Details
Click here to book exhibition tickets.
Kelly has taken markers from her observances and encounters from her time in Rome and created work, externally affirmative and universally connective in nature.
Kelly often concentrates on focused bodies of work developed over time in a symbiotic process combining observation, awareness of the body and drawing on experience, feeling and intuition.
Her sensibility to the body and in particular the fragmented body, the torso and broken gesture featured strongly in works created in response to her original residency period and in the intervening three years. With its generative force emanating from personal encounters with severe illness and its aftermath, her work also embraced ideas of liminality and transformation.

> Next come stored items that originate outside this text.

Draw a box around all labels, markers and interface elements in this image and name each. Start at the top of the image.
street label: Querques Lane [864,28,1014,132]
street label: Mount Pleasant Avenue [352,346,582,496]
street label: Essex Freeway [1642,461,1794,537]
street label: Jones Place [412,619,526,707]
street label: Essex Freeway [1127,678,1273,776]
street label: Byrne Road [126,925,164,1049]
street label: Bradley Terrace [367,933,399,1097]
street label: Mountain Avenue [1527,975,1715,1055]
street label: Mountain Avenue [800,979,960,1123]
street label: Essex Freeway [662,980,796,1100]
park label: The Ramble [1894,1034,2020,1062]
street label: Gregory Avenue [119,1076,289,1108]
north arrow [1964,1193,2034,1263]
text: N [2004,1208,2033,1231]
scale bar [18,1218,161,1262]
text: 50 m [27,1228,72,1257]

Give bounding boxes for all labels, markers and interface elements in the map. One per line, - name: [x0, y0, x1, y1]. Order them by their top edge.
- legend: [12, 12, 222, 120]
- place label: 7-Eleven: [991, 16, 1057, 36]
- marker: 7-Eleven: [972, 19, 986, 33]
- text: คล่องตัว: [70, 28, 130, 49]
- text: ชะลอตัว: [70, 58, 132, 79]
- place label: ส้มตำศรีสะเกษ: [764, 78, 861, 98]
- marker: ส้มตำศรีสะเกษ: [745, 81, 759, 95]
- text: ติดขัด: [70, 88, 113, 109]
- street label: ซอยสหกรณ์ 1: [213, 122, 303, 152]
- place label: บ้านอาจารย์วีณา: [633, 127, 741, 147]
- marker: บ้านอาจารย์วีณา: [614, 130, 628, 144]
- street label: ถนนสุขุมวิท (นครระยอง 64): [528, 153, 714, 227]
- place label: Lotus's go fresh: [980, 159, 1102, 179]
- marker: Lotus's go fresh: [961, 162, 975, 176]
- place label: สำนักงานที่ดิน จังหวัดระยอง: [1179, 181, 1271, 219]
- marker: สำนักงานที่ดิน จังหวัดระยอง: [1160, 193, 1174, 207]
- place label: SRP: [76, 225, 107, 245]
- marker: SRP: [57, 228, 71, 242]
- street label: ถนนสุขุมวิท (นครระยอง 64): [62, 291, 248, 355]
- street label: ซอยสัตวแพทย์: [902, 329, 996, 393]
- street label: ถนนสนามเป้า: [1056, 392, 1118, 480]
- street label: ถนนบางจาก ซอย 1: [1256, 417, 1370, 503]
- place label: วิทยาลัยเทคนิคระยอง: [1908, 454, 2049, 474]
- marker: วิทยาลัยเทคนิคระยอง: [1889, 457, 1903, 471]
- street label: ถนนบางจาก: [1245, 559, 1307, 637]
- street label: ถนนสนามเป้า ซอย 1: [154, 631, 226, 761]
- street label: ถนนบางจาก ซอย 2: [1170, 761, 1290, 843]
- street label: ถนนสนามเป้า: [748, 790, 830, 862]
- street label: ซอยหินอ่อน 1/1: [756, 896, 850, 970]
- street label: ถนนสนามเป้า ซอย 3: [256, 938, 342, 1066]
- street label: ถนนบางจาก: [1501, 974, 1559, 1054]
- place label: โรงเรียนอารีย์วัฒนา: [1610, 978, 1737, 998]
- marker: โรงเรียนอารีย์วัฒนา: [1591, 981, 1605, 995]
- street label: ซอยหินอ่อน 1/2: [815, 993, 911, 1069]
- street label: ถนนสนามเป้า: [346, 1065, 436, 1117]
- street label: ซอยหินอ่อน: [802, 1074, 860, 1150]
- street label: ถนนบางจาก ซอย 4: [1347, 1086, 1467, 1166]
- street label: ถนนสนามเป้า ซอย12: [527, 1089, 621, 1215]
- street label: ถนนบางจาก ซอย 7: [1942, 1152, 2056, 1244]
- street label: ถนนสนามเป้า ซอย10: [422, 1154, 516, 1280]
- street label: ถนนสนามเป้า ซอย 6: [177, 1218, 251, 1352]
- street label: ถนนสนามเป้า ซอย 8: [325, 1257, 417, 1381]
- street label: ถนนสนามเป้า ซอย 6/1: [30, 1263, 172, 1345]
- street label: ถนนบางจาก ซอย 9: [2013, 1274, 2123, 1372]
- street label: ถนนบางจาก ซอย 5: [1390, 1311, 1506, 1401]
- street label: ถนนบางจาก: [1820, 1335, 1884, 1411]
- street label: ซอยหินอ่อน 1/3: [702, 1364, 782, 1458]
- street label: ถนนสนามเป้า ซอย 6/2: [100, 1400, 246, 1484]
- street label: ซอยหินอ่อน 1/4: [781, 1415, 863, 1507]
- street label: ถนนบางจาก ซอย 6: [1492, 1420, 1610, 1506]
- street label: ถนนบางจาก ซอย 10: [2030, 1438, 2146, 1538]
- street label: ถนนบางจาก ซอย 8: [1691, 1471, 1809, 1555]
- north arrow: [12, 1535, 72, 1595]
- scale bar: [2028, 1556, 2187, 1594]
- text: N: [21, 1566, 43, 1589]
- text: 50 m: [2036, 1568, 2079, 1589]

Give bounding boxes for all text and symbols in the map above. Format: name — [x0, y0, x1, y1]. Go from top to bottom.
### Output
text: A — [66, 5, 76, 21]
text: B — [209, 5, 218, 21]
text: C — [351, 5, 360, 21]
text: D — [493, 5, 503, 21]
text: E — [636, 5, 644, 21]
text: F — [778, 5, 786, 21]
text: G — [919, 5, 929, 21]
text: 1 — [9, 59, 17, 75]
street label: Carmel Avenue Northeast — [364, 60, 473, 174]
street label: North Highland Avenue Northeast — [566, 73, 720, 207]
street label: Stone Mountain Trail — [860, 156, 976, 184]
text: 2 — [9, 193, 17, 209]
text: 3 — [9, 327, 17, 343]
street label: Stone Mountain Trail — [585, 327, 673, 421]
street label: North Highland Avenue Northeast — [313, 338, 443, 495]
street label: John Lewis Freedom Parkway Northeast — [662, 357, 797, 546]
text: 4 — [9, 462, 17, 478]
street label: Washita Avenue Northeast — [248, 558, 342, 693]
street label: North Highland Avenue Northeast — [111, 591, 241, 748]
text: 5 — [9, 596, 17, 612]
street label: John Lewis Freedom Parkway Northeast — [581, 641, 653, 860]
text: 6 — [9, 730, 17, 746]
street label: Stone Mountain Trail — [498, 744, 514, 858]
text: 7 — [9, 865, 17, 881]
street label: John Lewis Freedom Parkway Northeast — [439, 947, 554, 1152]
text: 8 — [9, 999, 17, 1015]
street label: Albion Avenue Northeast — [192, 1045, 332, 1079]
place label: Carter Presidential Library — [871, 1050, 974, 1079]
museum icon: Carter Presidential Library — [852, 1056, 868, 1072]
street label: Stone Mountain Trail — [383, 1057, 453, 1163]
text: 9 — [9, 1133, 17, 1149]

In this current work, the colour red has developed as multi-charged, with multi-layered resonances; the residue of a staunched wound; the symbol of blood, the universal force and flow of life; the symbol of bloodshed, sacrifice, often seen in religious depictions.
A marker for warning or impending danger. Red is the colour symbolising authority, or status; generals in the days of the Roman Empire had their bodies painted red to celebrate victory. Red was also the colour of protective amulets. Red may indicate energy, vibrancy - the longest-lasting and most dominant of the colours of the Etruscan fresco wall-paintings. These red figurative images, fragmented over time, depict life, death, and the transitional space.
About the Artist
Sharon Kelly lives and works between her studio in QSS, Belfast and South Armagh. She gained a Master’s in Fine Art from the University of Ulster in 1989. Kelly’s practice takes the intersections between art, life, health and sport, and explores ideas of the synergy between mind and body. Her work encompasses a variety of media including drawing, installation, sculpture and moving image. She has collaborated with poets, writers, dancers and choreographers and in 2017 created set designs for Landscapes of Loss a multimedia dance production, for Maiden Voyage Dance.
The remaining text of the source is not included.